State_dict when it comes to test a model that is trained based on loading checkpoints

Tm4 · November 30, 2022, 4:01pm

I trained a model using PyTorch and I stored the weights in which it had the minimum validation loss during training. Also, I stored the optimizer weights on that time. So, I trained my model for the second time by loading the weights that I stored from the first time. I wanted to test my model and generate the outputs of my model. But, unfortunately, I faced with such an error:

When I wanted to load the weights for the second_time training I used the following scripts:

    model = nn.DataParallel(model, device_ids = [0,1],output_device= [0,1])
    
    model = model.to(dev)

    model.load_state_dict(torch.load(path_to_the_saved_model's_weights, map_location=dev))
    
    optimizer = torch.optim.Adam(model.parameters(), lr=lr, weight_decay=2e-7)

    
    # loading optimizer
    optimizer.load_state_dict(torch.load(path to the saved optimizer's weights))

I only changed learning rate value during the second_time training and when I want to test the model and generating the output of the model by loading the new weights I see such an error. How can I solve the problem?

Karthik_Ganesan · November 30, 2022, 9:45pm

This error is because the items in your model’s state_dict don’t match the state_dict you are trying to load. Just try to print out all the items in your model’s state_dict and the state_dict you get using torch.load. If they are not the same, you will get this error.
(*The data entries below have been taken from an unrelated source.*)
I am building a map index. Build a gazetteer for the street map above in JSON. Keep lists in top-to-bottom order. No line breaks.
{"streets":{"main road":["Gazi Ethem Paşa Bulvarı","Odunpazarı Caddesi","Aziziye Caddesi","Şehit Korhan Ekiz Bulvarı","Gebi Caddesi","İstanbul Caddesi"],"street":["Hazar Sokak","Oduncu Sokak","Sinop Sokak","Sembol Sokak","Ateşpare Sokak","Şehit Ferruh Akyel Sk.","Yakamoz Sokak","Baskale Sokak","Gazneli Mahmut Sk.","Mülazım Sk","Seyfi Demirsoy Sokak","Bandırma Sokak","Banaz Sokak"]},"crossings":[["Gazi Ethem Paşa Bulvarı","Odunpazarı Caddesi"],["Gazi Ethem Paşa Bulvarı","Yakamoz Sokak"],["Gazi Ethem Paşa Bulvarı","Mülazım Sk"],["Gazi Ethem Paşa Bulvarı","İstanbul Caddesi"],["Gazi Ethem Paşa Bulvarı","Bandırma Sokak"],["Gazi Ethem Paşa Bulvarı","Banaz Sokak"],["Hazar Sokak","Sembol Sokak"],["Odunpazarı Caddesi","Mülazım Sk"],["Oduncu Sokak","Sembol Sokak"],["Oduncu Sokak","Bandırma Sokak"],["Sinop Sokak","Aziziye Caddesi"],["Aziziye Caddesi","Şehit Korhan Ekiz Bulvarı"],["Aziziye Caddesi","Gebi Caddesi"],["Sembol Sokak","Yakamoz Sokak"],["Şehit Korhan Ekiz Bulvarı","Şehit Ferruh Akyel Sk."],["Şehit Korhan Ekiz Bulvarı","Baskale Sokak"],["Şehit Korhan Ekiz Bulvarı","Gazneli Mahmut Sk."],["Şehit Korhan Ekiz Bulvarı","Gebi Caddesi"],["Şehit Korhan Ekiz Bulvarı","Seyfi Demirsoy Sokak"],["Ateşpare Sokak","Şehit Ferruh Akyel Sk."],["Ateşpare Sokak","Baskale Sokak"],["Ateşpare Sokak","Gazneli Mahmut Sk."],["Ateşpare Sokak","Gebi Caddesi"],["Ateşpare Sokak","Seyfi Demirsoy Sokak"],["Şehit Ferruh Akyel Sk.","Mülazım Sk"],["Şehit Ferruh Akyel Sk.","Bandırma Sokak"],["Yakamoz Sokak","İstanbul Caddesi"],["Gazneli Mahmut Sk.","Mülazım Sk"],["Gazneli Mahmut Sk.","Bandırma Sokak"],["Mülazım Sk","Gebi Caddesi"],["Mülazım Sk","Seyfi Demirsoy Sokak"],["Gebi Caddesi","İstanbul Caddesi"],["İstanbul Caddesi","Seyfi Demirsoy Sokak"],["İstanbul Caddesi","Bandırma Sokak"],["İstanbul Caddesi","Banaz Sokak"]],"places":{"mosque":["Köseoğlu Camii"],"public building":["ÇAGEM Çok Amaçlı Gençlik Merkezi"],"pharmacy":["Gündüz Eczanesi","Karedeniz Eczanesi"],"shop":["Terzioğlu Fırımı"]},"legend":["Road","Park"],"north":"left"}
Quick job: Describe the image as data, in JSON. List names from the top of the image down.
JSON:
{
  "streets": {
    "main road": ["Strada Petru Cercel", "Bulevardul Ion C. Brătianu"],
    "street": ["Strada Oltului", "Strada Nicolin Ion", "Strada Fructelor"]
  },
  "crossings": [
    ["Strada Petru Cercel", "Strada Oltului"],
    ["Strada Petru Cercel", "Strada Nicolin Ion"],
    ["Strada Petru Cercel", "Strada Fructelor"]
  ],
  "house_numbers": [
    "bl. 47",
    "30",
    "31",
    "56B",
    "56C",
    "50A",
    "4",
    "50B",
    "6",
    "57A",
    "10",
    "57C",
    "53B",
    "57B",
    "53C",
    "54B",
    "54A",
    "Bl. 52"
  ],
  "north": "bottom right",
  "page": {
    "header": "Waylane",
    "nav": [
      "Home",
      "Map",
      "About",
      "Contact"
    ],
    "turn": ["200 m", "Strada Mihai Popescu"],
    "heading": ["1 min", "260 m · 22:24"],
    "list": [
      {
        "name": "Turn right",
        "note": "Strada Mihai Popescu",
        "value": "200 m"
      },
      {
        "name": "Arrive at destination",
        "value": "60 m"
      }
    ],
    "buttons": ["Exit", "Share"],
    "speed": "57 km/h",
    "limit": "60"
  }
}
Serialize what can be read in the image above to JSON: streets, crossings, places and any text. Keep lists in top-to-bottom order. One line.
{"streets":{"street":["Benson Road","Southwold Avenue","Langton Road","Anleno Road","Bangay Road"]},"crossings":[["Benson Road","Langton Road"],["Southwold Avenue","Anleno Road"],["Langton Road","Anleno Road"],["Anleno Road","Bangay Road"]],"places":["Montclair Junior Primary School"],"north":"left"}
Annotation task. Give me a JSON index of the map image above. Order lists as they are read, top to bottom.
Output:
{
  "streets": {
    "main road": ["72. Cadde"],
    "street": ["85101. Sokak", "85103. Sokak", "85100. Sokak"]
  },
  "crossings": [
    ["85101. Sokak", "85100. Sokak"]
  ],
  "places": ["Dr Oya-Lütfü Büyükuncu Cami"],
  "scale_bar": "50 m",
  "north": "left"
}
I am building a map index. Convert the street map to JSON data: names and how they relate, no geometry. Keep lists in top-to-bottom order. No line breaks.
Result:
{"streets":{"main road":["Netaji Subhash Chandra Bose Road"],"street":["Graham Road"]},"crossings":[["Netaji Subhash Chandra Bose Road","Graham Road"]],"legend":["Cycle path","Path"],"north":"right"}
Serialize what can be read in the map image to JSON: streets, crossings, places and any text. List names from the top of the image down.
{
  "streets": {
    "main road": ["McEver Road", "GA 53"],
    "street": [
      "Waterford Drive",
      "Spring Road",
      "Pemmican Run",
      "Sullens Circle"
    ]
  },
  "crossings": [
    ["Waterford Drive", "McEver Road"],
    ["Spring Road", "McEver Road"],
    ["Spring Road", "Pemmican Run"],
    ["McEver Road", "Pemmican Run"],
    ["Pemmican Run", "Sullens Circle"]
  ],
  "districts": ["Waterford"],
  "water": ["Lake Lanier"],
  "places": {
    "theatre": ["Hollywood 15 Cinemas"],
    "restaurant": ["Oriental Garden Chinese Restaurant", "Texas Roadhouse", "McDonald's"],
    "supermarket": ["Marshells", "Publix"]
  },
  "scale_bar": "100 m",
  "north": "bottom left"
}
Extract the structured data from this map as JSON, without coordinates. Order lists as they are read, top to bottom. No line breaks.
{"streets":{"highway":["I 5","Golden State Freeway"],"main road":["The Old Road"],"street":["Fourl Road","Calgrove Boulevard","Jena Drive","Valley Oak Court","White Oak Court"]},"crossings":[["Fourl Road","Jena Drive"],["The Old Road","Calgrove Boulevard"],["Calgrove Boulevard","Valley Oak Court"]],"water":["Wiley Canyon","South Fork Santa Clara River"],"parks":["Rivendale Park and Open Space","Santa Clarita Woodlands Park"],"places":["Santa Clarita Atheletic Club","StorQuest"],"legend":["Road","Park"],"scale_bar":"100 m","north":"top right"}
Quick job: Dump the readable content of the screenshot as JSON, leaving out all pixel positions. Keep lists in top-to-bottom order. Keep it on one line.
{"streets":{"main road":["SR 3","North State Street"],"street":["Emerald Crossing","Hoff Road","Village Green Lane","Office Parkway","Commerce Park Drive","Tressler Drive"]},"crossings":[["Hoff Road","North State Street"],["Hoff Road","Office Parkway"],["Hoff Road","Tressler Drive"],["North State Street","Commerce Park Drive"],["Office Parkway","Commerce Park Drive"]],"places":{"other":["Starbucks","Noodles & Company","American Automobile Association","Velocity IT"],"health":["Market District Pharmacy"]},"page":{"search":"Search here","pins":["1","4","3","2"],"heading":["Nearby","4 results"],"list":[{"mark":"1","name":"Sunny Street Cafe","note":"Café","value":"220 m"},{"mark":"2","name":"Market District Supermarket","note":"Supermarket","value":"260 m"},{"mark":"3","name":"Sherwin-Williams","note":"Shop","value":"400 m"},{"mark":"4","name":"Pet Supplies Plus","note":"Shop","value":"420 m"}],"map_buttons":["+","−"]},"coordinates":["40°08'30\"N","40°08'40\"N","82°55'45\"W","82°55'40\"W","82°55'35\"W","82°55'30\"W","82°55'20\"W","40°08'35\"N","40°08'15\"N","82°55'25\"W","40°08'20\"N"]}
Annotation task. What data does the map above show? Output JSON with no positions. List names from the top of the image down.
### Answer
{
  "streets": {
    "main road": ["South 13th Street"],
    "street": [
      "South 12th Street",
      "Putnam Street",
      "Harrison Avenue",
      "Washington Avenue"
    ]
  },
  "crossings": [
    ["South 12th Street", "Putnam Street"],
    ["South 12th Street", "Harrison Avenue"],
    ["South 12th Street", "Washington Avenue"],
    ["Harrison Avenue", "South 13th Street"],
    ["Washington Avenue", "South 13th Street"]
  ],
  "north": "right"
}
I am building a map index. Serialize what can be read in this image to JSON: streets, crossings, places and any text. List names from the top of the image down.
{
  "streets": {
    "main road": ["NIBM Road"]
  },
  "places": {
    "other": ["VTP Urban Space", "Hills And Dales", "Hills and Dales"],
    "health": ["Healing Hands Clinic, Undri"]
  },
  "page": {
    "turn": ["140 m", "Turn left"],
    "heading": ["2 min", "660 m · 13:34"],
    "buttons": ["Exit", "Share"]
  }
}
When you trained the model, did you use nn.DataParallel?

saluei · November 30, 2022, 10:07pm

This is due to mismatch in model layer name during first training and second time.
just check the name of key value in state_dic saved in the first time training and compare it with the name of state_dic in second time. if there is any mismatch in key name this code may help. just rename keys in state_dics to current name in model.

def LoadStateDictCustom(self,StateDicPath):
        StatDic=torch.load(StateDicPath,map_location=torch.device("cuda:0" if torch.cuda.is_available() else "cpu"))
        StatDic=StatDic['model_state_dict']
        StatDic2=OrderedDict()
        for key,value in StatDic.items():
            if(key=='OLD key name that must be changed  '):
                StatDic2['NEW key name for second time']=value
            else:
                StatDic2[key]=value
        self.load_state_dict(StatDic2)

Tm4 · December 5, 2022, 11:05am

Thans for your answer, could you please provide an example on how to use your function and also how the output of your solution should be used?

saluei · December 5, 2022, 11:37am

you could copy this function to your model class, pass StateDic Path as parameter to it,
this function just load the given StateDic and create new StateDic that is same as the first one, except rename some key value to the new key value that is proper to your model

class YourModel(nn.Module):
    def __init__(self, n_classes, in_chann):
        super(YourModel, self).__init__()


    def LoadStateDictCustom(self,StateDicPath):
        StatDic=torch.load(StateDicPath,map_location=torch.device("cuda:0" if torch.cuda.is_available() else "cpu"))
        StatDic2=OrderedDict()
        for key,value in StatDic.items():
            if(key=='OLD key name that must be changed  '):
                StatDic2['NEW key name for second time']=value
            else:
                StatDic2[key]=value
        self.load_state_dict(StatDic2)

    def forward(self, x,trg=None):
         pass

Tm4 · December 5, 2022, 1:18pm

Thanks a lot for your update but my main question is that I have several sequential convolutional layers in the forward function of my model’s class. In which section of the forward function I should call LoadStateDictCustom ? Should I call it in my script that is for training or I should call it inside the forward?

saluei · December 5, 2022, 2:38pm

you should call it instead of this line

Tm4 · February 28, 2023, 1:44pm

@saluei , Thank you again for your solution. I faced a new challenge. I want to load the weights and fine-tune my model while I changed some of the layers of my model. My plan is to freeze all the previous model parameters and only train specific layer. But according to this scenario, when I want to load weights I face the error in loading state_dict. How can I apply strict=False in your proposed solution.